Matador Resources Co MTDR, $32 Price Target
Matador has grown its reserves throughout the commodity cycle, as well as its production and cash flow. Haas also likes the company’s history of identifying and acquiring acreage early and cheaply. Much of the analyst’s positive outlook is derived from Matador’s successful monetization of midstream assets and pattern of reinvestment.
WPX Energy Inc WPX, $18 Price Target
Haas praised WPX’s production base, which is “well balanced” between three major basins, and its production mix of 51 percent oil, 13 percent natural gas liquids and 36 percent natural gas.
“With a sharply focused portfolio, WPX has been able to deliver better wells while improving its overall cost structure,” said Hass in a note, adding that the company is “well hedged” through 2018 and can deliver production growth while keeping spending flat.

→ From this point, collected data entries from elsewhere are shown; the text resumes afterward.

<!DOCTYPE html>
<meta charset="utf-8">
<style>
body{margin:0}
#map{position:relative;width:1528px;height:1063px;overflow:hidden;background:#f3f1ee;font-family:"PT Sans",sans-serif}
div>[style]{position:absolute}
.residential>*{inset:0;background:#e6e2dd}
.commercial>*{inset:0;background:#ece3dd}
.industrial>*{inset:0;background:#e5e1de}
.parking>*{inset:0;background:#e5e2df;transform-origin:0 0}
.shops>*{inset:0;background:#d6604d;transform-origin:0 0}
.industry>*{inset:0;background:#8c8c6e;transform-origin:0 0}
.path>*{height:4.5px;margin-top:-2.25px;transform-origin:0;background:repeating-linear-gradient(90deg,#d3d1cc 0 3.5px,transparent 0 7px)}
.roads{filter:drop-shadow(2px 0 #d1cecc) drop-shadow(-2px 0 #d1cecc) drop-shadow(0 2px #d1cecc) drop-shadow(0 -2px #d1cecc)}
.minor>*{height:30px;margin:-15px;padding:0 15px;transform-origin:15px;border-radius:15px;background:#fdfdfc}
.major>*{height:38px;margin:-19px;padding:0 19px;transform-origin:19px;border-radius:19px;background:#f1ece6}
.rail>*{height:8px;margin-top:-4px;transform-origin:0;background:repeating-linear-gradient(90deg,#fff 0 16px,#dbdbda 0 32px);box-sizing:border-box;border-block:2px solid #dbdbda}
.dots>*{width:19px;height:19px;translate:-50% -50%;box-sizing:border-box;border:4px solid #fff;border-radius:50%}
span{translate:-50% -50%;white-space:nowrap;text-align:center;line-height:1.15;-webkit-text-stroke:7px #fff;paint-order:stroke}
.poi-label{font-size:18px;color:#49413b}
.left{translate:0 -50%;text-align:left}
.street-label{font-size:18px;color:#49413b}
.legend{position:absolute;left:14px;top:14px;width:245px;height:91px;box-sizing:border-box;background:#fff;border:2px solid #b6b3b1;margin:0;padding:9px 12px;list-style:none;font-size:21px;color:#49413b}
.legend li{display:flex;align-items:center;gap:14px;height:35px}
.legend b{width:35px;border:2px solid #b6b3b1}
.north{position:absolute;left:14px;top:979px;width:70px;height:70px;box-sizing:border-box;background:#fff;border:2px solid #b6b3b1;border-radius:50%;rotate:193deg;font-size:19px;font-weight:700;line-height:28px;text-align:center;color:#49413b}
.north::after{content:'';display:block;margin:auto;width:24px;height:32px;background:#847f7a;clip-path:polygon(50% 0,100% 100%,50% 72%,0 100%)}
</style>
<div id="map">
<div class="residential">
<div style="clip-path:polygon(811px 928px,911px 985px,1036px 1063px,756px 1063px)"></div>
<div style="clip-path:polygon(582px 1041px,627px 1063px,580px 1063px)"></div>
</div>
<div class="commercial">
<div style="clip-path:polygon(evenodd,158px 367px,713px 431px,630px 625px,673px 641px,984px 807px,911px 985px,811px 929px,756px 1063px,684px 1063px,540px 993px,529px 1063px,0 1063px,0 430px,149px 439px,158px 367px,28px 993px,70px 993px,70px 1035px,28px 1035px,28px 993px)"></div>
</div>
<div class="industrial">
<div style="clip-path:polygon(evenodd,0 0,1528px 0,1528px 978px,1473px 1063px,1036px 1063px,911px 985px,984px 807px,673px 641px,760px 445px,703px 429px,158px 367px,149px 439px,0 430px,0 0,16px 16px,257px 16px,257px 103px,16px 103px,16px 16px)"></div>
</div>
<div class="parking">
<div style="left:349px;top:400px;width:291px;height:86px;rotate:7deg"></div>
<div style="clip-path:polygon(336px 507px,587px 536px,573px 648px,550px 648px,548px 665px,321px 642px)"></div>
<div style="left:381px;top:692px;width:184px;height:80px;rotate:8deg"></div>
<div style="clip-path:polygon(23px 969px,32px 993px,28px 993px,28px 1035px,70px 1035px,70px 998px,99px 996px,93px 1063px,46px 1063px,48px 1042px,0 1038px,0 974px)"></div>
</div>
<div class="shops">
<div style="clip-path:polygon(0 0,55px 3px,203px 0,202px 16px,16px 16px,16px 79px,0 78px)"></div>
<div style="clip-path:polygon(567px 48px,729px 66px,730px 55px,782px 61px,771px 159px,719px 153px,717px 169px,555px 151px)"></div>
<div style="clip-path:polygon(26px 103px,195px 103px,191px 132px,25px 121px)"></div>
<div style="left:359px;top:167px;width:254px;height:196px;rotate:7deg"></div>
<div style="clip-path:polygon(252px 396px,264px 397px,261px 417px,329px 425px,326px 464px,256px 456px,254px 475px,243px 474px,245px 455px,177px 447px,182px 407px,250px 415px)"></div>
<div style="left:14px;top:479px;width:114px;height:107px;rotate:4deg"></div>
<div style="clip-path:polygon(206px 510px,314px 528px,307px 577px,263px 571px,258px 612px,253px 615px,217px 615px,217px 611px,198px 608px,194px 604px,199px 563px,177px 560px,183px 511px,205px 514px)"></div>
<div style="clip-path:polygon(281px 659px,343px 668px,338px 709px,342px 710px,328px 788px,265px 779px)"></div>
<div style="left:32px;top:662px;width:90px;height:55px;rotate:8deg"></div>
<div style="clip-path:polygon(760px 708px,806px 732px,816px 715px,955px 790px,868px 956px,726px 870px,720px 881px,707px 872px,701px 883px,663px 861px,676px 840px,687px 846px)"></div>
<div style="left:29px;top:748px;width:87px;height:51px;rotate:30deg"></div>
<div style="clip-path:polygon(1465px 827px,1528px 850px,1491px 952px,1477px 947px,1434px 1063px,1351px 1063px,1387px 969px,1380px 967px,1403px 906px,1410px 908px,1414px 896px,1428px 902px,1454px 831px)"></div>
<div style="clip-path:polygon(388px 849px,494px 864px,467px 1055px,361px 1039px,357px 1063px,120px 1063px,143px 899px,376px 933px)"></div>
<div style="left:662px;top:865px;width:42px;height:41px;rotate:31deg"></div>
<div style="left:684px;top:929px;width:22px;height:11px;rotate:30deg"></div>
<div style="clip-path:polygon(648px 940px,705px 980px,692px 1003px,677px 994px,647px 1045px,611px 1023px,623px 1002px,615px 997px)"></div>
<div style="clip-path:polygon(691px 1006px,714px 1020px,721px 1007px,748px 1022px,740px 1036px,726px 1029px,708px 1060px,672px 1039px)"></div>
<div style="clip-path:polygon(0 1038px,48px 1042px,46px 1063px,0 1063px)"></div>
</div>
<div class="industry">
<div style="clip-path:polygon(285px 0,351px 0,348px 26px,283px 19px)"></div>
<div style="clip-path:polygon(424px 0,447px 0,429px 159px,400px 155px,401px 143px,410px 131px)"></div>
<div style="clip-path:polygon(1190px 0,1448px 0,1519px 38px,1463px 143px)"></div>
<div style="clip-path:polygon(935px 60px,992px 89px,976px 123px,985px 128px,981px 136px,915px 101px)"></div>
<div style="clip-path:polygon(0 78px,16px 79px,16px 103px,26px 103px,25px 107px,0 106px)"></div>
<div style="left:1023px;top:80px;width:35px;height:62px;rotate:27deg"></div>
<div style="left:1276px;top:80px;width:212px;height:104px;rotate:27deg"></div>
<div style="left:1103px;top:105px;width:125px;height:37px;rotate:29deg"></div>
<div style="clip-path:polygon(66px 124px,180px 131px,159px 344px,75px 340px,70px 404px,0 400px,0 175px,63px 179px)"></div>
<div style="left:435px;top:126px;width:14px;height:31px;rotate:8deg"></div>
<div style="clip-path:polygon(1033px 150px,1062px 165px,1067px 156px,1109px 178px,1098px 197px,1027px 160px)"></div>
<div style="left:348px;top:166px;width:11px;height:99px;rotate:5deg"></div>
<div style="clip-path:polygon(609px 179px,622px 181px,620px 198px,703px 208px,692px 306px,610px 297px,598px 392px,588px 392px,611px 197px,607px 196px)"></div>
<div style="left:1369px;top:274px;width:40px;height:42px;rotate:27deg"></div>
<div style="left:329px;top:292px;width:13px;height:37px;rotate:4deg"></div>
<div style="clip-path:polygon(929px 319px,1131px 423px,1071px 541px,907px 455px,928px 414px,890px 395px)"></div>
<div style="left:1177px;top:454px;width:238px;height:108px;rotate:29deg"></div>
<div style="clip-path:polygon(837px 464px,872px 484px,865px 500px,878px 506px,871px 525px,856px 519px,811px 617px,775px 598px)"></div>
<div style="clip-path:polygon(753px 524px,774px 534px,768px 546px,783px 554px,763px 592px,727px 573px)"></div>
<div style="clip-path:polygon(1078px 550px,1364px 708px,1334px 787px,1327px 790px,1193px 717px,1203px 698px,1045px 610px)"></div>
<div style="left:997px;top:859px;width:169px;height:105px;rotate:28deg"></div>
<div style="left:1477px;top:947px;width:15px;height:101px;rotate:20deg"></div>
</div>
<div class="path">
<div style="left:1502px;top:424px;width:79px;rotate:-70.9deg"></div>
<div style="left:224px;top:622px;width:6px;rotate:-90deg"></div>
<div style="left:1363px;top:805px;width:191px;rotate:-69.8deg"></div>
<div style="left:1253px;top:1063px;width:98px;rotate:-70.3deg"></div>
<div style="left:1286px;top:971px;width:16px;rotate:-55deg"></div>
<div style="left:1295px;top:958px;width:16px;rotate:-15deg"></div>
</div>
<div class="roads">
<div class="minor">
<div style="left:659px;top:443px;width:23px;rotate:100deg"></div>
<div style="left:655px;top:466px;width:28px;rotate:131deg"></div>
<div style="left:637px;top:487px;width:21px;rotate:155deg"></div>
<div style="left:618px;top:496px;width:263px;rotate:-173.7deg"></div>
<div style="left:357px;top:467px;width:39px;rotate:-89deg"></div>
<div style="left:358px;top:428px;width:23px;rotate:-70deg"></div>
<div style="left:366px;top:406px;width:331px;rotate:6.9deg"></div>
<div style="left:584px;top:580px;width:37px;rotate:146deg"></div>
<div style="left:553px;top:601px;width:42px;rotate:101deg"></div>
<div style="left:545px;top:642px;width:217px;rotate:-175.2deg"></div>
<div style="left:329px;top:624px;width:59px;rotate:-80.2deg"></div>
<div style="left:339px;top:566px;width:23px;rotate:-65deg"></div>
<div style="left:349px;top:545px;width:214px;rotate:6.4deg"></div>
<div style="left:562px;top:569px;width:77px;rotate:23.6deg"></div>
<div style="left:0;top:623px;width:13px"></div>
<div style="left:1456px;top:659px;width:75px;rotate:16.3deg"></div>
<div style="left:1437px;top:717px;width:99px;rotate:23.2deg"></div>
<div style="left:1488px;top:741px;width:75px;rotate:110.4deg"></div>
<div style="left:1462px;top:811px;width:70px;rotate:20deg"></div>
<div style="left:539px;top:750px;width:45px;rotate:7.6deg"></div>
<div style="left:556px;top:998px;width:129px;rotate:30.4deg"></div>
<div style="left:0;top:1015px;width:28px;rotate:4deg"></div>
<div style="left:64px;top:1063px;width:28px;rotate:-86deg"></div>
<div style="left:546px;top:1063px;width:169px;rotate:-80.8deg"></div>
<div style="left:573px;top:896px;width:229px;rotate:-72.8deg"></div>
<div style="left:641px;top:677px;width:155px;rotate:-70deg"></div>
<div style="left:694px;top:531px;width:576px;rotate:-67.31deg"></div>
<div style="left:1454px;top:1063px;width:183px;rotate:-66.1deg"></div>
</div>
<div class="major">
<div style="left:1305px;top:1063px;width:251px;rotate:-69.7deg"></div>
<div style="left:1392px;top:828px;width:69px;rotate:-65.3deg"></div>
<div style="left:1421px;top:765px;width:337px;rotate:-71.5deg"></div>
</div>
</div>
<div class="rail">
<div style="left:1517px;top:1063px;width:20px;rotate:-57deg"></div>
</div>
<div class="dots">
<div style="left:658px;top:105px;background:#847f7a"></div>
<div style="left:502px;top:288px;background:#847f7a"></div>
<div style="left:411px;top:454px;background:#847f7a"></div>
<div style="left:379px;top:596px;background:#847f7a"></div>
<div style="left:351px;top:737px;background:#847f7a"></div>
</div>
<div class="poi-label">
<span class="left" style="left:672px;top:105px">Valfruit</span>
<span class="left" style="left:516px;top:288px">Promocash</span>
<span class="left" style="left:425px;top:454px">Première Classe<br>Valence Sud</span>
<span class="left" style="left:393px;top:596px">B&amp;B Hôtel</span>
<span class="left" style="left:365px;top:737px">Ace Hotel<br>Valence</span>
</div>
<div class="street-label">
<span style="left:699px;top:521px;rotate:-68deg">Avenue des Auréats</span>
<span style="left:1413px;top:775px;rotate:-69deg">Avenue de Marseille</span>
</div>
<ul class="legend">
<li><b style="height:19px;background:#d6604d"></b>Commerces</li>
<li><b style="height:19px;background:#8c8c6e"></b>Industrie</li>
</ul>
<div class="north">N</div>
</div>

Like Pumping Gas, Buy Where It’s Cheap
Looking at the potential upside to these four companies, a clear pattern emerges: the cheaper stocks have more upside potential, based on Haas and Wangler’s estimates.
Compared to Tuesday’s opening prices, WPX’s price target represents a 78 percent upside.
That’s followed by Matador, with a 38 percent upside, then Resolute at 25 percent and finally Diamondback with only a 20 percent upside potential.
WPX’s exceptionally strong potential and cheap price per share make it seem like a clear winner in Imperial Capital’s energy coverage, but investors should take careful note that it's not profitable.